Calculate Gini Index for sub-nodes
Sum of Square Of probability for Success and Failure (p² x q²)
The node for which the Gini impurity is least is selected as the root node to split
Lets start with weather data set, which is quite famous in explaining decision tree algorithm,where target is to predict play or not( Yes or No) based on weather condition
From data, outlook, temperature, humidity, wind are the features of data.

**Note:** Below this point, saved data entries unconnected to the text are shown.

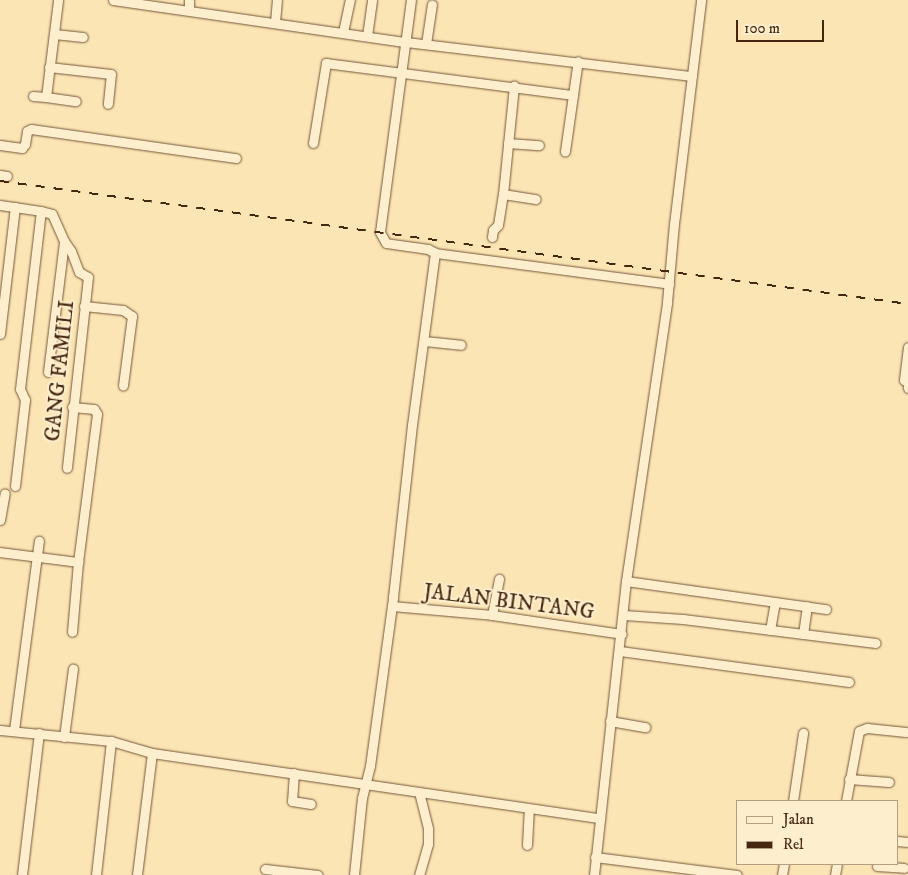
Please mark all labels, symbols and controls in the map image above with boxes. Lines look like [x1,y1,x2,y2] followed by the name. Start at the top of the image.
[738,10,826,42] scale bar
[744,19,780,38] text: 100 m
[40,299,80,443] street label: GANG FAMILI
[422,579,596,625] street label: JALAN BINTANG
[736,800,898,865] legend
[783,810,814,829] text: Jalan
[783,835,804,854] text: Rel

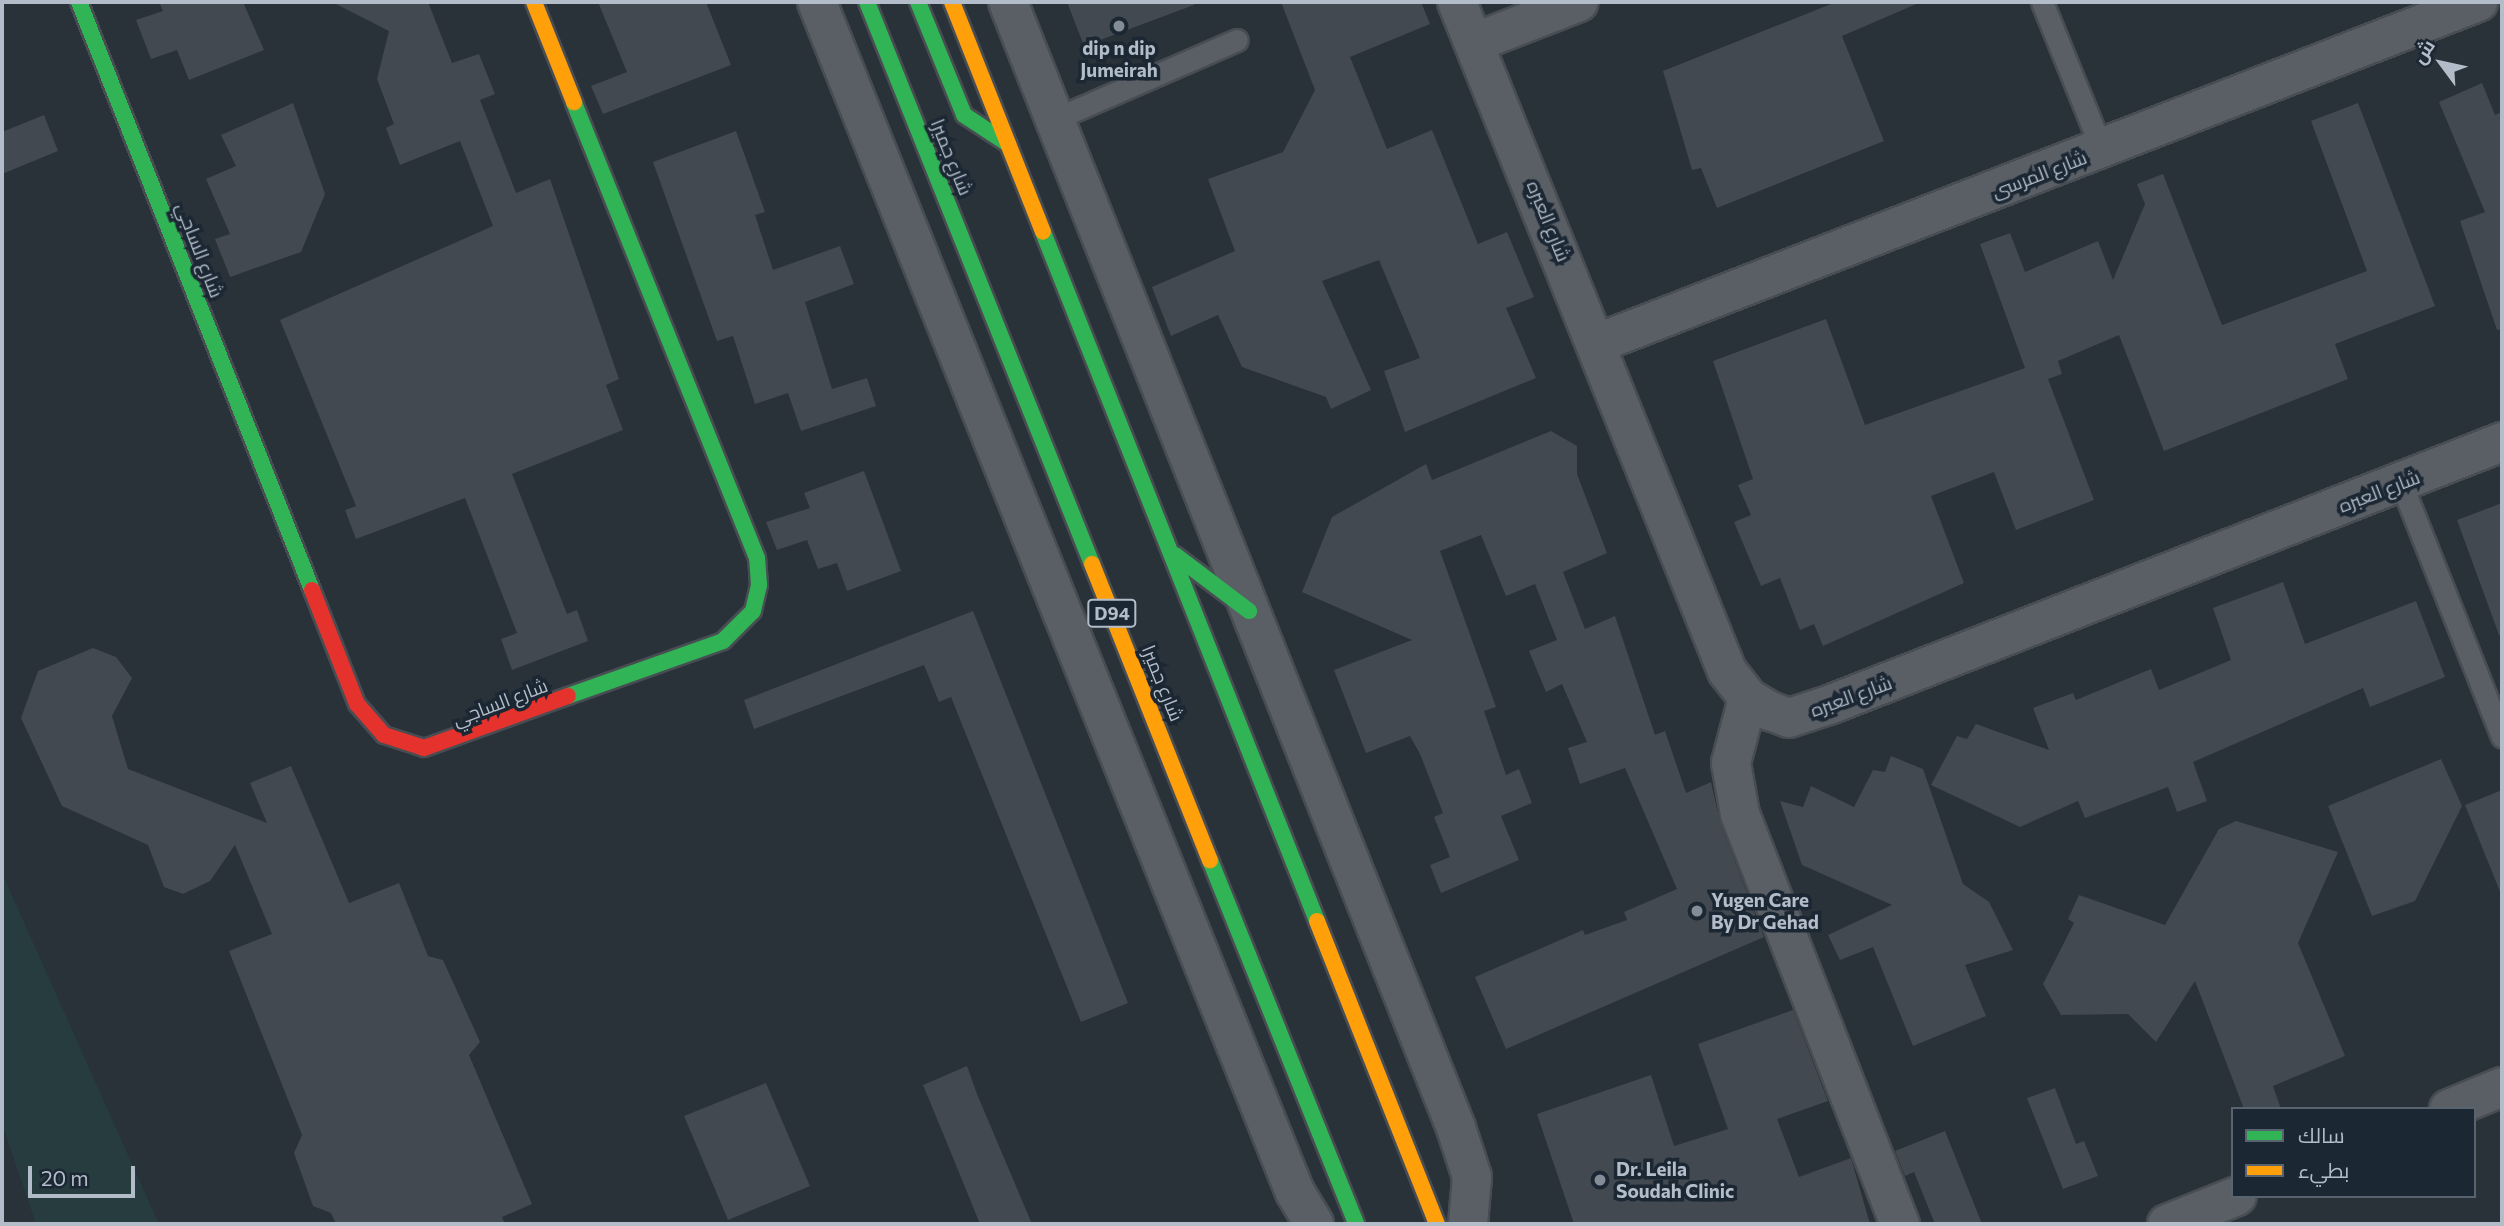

So, lets start building tree,
Outlook is a nominal feature. it can take three value, sunny, overcast and rain. Lets summarize the final decision for outlook features,
Gini index calculated by subtracting the sum of square probability of each class
Gini index (outlook=sunny)= 1-(2/5)²-(3/5)² = 1- 0.16–0.36 = 0.48
Gini index(outlook=overcast)= 1- (4/4)²-(0/4)² = 1- 1- 0 = 0
Gini index(outlook=rainfall)= 1- (3/5)² -(2/5)² = 1- 0.36- 0.16 = 0.48
Now , we will calculate the weighted sum of Gini index for outlook features,
Gini(outlook) = (5/14)0.48 + (4/14) *0 + (5/14)0.48 = 0.342
Similarly, temperature is also a nominal feature, it can take three values, hot,cold and mild. lets summarize the final decision of temperature feature.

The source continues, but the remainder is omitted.